#### [Task to complete]
Records follow. Pull out every line that contains "above".

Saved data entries
--------

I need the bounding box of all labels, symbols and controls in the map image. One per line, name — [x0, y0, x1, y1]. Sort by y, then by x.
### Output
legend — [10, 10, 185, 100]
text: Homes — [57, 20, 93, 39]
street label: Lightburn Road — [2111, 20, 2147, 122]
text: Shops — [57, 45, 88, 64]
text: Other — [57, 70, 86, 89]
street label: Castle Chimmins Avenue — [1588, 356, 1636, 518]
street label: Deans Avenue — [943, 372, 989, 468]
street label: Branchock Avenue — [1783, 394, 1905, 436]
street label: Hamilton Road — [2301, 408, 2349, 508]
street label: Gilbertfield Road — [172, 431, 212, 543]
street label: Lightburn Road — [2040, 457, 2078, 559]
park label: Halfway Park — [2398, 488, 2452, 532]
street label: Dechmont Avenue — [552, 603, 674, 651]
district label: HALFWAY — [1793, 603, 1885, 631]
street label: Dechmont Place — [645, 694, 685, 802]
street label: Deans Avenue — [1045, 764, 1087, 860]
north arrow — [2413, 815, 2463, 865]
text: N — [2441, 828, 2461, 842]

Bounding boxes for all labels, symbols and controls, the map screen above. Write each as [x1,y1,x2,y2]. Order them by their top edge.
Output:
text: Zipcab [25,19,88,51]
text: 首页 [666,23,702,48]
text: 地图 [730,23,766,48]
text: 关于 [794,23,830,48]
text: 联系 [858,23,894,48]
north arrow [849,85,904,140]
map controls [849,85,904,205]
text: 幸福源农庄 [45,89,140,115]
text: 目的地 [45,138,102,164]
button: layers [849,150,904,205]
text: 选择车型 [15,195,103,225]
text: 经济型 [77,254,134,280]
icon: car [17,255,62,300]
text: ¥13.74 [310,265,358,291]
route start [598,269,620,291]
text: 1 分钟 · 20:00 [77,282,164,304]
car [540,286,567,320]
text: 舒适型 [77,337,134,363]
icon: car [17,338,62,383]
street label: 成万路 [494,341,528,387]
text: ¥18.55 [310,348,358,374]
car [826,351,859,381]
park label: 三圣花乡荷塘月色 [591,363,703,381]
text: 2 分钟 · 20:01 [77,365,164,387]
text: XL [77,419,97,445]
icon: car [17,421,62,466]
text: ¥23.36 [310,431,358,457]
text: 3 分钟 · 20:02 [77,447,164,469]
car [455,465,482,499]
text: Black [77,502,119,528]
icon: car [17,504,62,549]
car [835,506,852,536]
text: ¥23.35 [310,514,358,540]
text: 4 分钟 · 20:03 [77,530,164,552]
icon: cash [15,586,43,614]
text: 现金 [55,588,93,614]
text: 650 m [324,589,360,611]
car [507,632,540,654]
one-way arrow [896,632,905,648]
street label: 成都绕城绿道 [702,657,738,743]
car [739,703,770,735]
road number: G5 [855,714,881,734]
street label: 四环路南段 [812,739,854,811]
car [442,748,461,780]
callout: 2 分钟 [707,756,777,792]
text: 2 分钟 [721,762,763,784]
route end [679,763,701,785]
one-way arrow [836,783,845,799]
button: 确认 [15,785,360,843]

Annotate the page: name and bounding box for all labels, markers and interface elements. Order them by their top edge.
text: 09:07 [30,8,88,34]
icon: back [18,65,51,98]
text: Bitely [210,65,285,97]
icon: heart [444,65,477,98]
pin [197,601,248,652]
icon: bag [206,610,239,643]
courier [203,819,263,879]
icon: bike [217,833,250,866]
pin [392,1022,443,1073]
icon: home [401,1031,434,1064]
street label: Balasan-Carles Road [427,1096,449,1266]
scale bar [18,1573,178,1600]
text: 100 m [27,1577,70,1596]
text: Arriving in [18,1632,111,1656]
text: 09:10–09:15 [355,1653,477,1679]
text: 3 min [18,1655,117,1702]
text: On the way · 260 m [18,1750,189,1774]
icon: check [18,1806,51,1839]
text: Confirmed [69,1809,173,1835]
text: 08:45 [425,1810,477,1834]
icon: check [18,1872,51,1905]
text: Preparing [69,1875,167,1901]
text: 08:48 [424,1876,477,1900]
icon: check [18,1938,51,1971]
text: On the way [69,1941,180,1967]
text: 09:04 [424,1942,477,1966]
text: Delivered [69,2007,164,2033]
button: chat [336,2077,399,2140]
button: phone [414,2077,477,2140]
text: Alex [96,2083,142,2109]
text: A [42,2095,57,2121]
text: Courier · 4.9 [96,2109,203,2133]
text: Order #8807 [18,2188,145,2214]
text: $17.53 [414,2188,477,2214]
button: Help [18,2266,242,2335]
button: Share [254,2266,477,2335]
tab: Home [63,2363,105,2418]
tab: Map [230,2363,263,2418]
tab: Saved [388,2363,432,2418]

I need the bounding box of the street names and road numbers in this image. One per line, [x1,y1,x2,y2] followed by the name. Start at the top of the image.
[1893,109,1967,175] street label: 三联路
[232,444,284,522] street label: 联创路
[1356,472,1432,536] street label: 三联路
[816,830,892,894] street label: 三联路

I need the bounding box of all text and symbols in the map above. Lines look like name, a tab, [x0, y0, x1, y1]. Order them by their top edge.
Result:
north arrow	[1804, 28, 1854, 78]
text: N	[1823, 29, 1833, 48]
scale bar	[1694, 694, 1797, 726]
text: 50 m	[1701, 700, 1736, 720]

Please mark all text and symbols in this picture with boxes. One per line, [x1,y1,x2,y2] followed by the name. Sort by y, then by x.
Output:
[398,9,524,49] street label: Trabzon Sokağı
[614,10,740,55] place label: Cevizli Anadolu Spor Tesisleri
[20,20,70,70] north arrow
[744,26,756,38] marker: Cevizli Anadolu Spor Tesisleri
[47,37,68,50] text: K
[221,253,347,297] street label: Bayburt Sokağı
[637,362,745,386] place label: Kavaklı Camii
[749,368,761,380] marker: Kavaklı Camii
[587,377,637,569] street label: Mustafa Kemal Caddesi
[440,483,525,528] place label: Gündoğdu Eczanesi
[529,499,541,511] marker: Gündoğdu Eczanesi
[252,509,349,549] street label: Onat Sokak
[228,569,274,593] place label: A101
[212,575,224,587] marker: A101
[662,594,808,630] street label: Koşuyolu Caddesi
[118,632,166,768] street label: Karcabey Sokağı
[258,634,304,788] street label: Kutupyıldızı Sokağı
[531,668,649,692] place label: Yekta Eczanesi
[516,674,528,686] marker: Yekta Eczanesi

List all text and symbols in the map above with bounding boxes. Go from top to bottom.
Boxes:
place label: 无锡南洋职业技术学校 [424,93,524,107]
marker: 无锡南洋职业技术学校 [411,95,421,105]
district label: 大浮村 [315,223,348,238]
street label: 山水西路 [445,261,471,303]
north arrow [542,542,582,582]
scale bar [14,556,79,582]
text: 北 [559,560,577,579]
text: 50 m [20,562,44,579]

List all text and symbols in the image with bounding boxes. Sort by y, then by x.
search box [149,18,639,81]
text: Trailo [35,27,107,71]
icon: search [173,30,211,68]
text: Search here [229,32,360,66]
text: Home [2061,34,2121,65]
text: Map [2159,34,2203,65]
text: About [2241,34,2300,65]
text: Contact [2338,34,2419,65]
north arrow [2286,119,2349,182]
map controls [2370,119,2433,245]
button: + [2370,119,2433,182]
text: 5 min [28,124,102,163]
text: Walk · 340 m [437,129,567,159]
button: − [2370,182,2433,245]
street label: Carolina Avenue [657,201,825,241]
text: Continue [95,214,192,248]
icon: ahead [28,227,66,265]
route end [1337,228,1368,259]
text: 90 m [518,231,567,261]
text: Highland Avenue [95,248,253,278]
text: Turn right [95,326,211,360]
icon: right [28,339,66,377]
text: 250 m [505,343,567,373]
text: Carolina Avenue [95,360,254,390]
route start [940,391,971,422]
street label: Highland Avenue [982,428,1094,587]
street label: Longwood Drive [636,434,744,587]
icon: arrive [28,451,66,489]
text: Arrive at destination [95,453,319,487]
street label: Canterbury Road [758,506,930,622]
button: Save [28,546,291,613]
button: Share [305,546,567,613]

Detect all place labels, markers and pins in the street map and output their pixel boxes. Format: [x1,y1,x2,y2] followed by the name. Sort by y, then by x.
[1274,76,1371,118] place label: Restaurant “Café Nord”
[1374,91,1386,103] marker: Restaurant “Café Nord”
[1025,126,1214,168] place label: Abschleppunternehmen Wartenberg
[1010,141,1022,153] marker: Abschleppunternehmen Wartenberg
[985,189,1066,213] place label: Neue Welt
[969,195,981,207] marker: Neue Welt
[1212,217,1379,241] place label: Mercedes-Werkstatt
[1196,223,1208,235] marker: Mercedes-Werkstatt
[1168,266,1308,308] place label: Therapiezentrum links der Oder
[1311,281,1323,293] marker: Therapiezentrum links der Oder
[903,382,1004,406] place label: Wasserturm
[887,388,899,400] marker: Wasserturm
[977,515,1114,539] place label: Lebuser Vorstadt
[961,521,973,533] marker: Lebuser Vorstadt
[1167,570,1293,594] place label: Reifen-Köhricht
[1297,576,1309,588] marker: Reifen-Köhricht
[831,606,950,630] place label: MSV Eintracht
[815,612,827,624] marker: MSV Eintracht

--------

#### [Reply]
Bounding boxes for all labels, symbols and controls, the map screen above. Write each as [x1,y1,x2,y2]. Order them by their top edge.
I need the bounding box of all text and symbols in the map above. Lines look like name, a tab, [x0, y0, x1, y1]. Order them by their top edge.
List all text and symbols in the map above with bounding boxes. Go from top to bottom.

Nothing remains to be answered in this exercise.